Olivetan, Pierre Robert
Olivetan, Pierre Robert a leader in the French Reformation; and one of the first translators of the Bible into French, was born at Noyon towards the end of the 15th century. We are told that it was he who, in advising Calvin, his relative, to examine into the questions then controverted, introduced him to the cause of the Reformation. Says Merle d'Aubigne, "Olivetan seems to have been the first who so presented the doctrine of the Gospel as to draw the attention of Calvin" (comp. Maimbourg, Histoire du Calvinisme, p. 53). Olivetan certainly was one of the first to spread the new religious doctrines in Geneva, where we find him in 1533. Once, hearing a preacher denounce Luther in the pulpit, Olivetan interrupted the speaker, and undertook to refute him, thus creating a disturbance which nearly cost him his life and led to his being banished from the territory of Geneva. He retired to Neufchatel, where he commenced his French translation of the Bible, probably at the suggestion of Farel. Olivetan, who was less thoroughly acquainted with Hebrew than is asserted by Beza, and not very proficient in Greek, made great use of the translation of Lefevre d'Etaples, just published at Antwerp; but he carefully compared that translation with the original texts, and interpreted some passages in a different manner.
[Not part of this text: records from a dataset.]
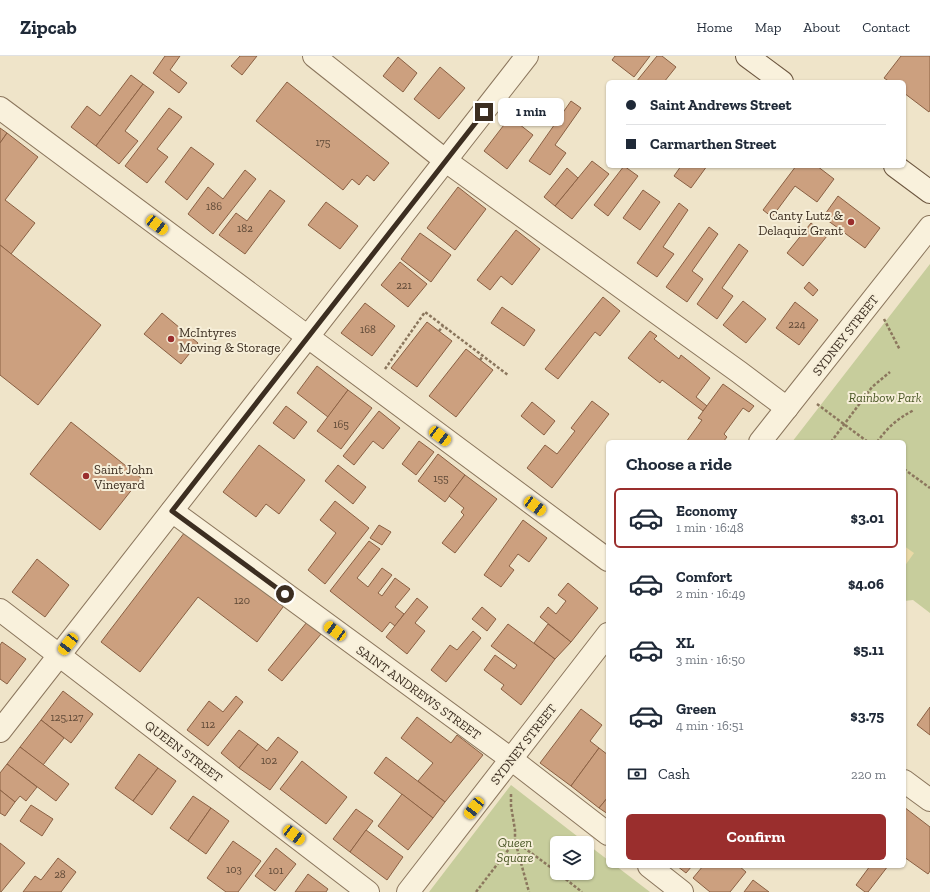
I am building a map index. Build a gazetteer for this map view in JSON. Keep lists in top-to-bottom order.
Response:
{
  "streets": {
    "street": ["SYDNEY STREET", "SAINT ANDREWS STREET", "QUEEN STREET"]
  },
  "crossings": [
    ["SYDNEY STREET", "SAINT ANDREWS STREET"]
  ],
  "parks": ["Rainbow Park", "Queen Square"],
  "places": ["Canty Lutz & Delaquiz Grant", "McIntyres Moving & Storage", "Saint John Vineyard"],
  "house_numbers": [
    "175",
    "186",
    "182",
    "221",
    "224",
    "168",
    "165",
    "155",
    "120",
    "125,127",
    "112",
    "102",
    "103",
    "101",
    "28"
  ],
  "page": {
    "header": "Zipcab",
    "nav": [
      "Home",
      "Map",
      "About",
      "Contact"
    ],
    "banner": ["Saint Andrews Street", "Carmarthen Street"],
    "bubble": "1 min",
    "heading": "Choose a ride",
    "list": [
      {
        "name": "Economy",
        "note": "1 min · 16:48",
        "value": "$3.01"
      },
      {
        "name": "Comfort",
        "note": "2 min · 16:49",
        "value": "$4.06"
      },
      {
        "name": "XL",
        "note": "3 min · 16:50",
        "value": "$5.11"
      },
      {
        "name": "Green",
        "note": "4 min · 16:51",
        "value": "$3.75"
      }
    ],
    "pay": ["Cash", "220 m"],
    "buttons": "Confirm"
  }
}
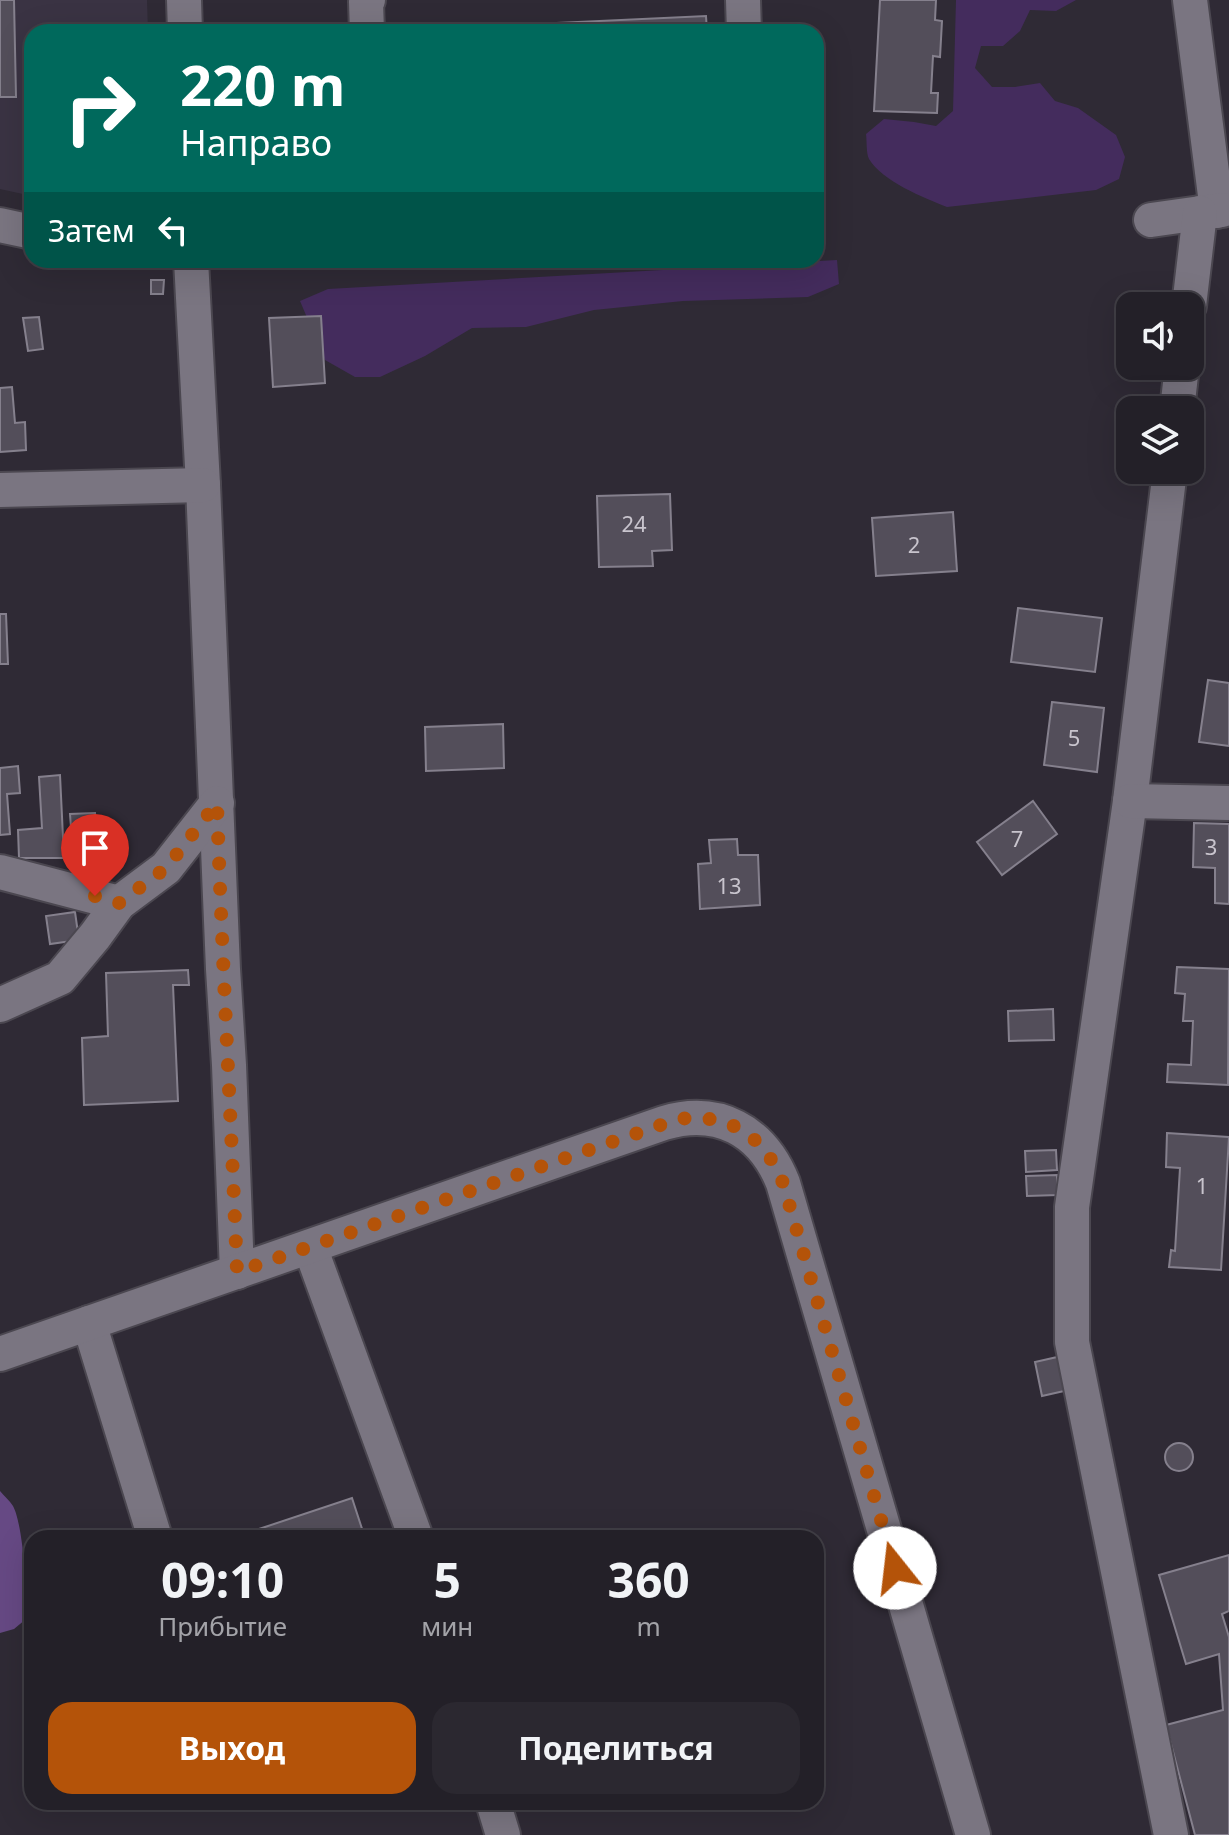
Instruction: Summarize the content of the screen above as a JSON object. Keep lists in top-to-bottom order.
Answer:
{
  "house_numbers": [
    "24",
    "2",
    "5",
    "7",
    "3",
    "13",
    "1"
  ],
  "page": {
    "turn": ["220 m", "Направо"],
    "then": "Затем",
    "eta": [
      "09:10",
      "Прибытие",
      "5",
      "мин",
      "360",
      "m"
    ],
    "buttons": ["Выход", "Поделиться"]
  }
}
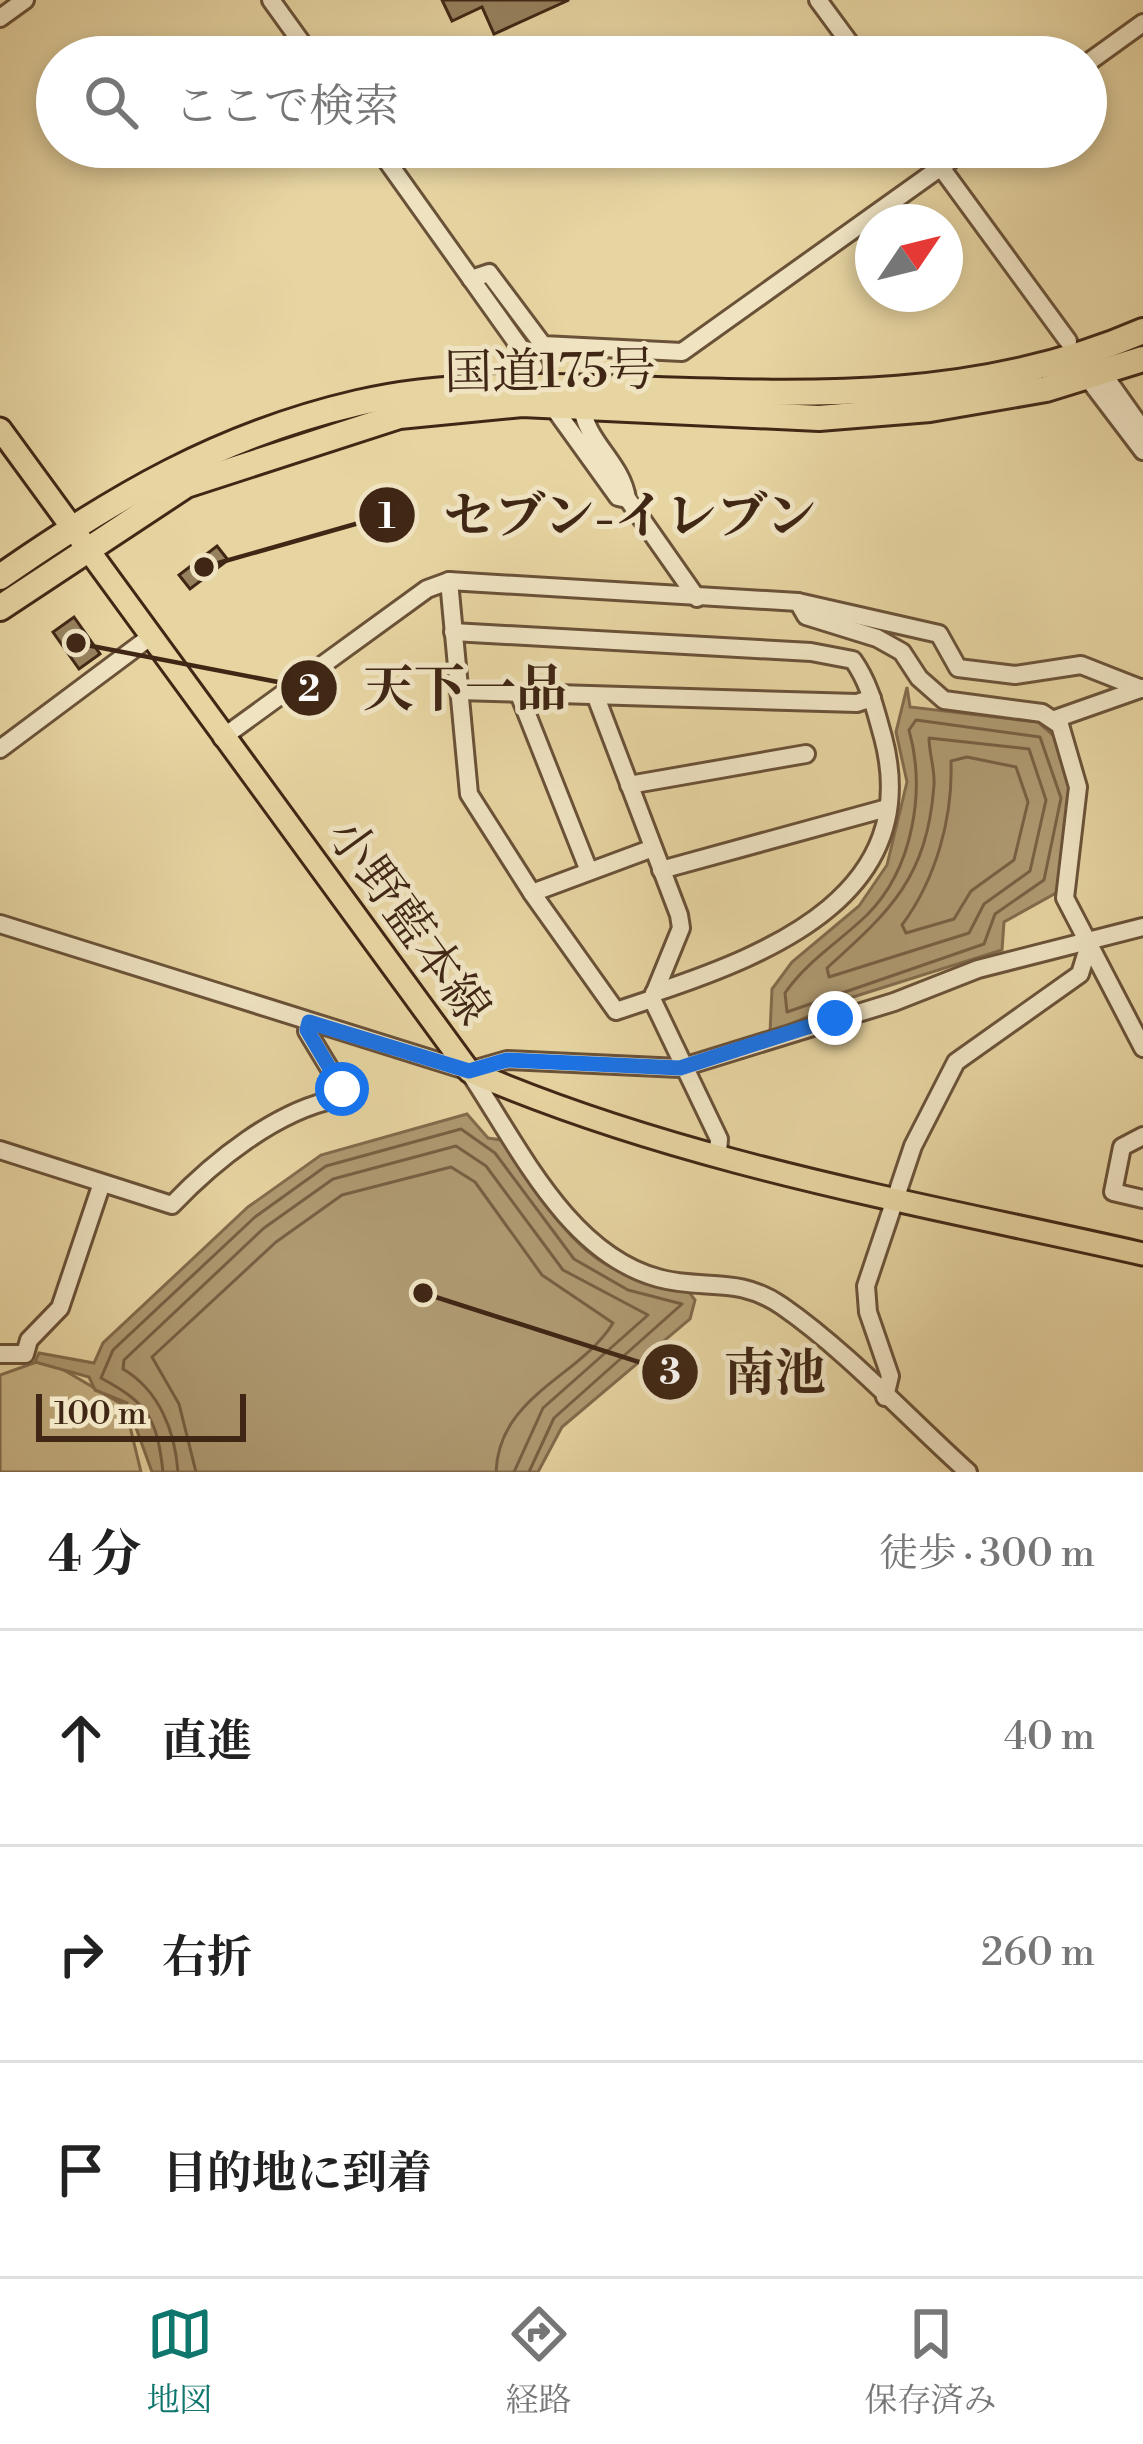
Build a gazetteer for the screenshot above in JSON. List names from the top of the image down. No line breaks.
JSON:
{"streets":{"highway":["国道175号"],"main road":["小野藍本線"]},"crossings":[["国道175号","小野藍本線"]],"places":["セブン-イレブン","天下一品","南池"],"scale_bar":"100 m","north":"top right","page":{"search":"ここで検索","scale":"100 m","heading":["4 分","徒歩 · 300 m"],"list":[["直進","40 m"],["右折","260 m"],"目的地に到着"],"nav":["地図","経路","保存済み"]}}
His French version appeared under the title of La Bible qui est toute la Sainte Ecriture (Neufchatel, 1535, 2 vols. fol.). This edition was published at the expense of the Waldenses, from a MS. said to have been written by Bonaventure des Perriers. A second edition, printed at Geneva, was corrected by Calvin, and thus Olivetan's labors became the foundation of the Genevan Bible. Olivetan, obliged to leave Switzerland, went to Italy, and died at Ferrara in 1538. It was rumored that he was poisoned at Rome during a short stay he made in that city. See Richard Simon Hist. crit. du Vieux Testament, p. 342; Lailouette, Hist. des Traductions Frang. de
l'ciriture Saiute, ch. ii; Senebier, Hist. Litter. de Geneve, 1:153; Haag, Lat France Protestante, s.v.; Hoefer, Nouv. Biog. Generale, 38:635; Merle D'Aubigne, Hist. of the Ref. 3:365 sq.; Brit. Qu. Rev. April, 1865, p. 420.